Durante décadas, el sobrepastoreo ha sido señalado como uno de los grandes responsables de la degradación de los paisajes naturales. Sin embargo, un nuevo estudio internacional coliderado por el Consejo Superior de Investigaciones Científicas (CSIC) desmonta esa narrativa dominante y pone el foco en un fenómeno mucho menos visible: la reducción sostenida del ganado extensivo en amplias regiones del planeta.
La investigación, publicada en la revista científica Proceedings of the National Academy of Sciences (PNAS), documenta un descenso significativo de las cargas ganaderas -la cantidad de animales que un territorio puede soportar de forma sostenible- en zonas que concentran el 42% de la cabaña ganadera mundial. Un proceso que se ha producido a lo largo de los últimos 25 años y que, según los autores, ha pasado prácticamente desapercibido tanto en la literatura científica como en los diagnósticos globales.

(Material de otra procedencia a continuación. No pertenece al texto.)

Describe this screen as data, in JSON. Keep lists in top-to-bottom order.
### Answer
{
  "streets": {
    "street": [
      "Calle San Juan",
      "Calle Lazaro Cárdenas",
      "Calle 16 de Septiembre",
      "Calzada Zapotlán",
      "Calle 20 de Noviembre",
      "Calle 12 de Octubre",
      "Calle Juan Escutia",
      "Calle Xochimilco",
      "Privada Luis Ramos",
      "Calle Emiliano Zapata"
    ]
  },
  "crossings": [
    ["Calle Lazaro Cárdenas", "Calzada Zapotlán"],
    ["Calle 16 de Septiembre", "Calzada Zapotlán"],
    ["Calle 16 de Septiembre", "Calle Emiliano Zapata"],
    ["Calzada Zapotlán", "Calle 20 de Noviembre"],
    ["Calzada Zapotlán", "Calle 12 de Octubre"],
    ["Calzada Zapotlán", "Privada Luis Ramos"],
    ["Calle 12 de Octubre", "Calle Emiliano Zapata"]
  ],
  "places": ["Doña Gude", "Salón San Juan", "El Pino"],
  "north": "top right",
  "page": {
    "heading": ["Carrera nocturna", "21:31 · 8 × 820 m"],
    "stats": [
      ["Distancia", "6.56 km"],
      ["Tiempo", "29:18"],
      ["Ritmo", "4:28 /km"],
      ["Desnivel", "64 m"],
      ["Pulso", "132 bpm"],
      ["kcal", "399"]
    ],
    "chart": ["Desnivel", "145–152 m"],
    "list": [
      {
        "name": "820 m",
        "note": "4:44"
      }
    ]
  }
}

El caso más llamativo es el de Europa del Este, incluida la Rusia asiática, donde la cabaña ganadera se ha reducido cerca de un 35% en apenas un cuarto de siglo. Pero no es una excepción. Tendencias similares se observan en Europa occidental, América del Norte, China y amplias zonas del norte y sur de África. Regiones, en su mayoría, con economías más prósperas, poblaciones estables y sistemas ganaderos cada vez menos dependientes del pastoreo extensivo, gracias al uso de piensos y a una mayor intensificación productiva.
En el lado opuesto del mapa aparecen Asia Central, Sudamérica y el África subsahariana. Allí, el crecimiento demográfico y el aumento de la demanda de proteína animal han impulsado un incremento de las cargas ganaderas, a pesar de las limitaciones tecnológicas y productivas.
“Durante décadas hemos interpretado los pastizales del planeta desde la óptica del sobrepastoreo. Sin embargo, una parte sustancial del mundo está experimentando justo lo contrario: menos ganado, menor presión de pastoreo y transformaciones ecológicas profundas”, explica José D. Anadón, investigador del Instituto Pirenaico de Ecología (IPE-CSIC) y colíder del estudio.
Paisajes que cambian… y no siempre para mejor
El trabajo advierte de que la reducción del pastoreo extensivo no es un proceso neutro desde el punto de vista ambiental. Al contrario, está desencadenando efectos ecológicos de gran alcance. La ganadería extensiva ha sido, históricamente, uno de los principales motores de mantenimiento de los paisajes abiertos. Su desaparición favorece la acumulación de biomasa vegetal, lo que incrementa el riesgo de incendios forestales, y permite que unas pocas especies dominantes desplacen a otras más vulnerables, empobreciendo la biodiversidad.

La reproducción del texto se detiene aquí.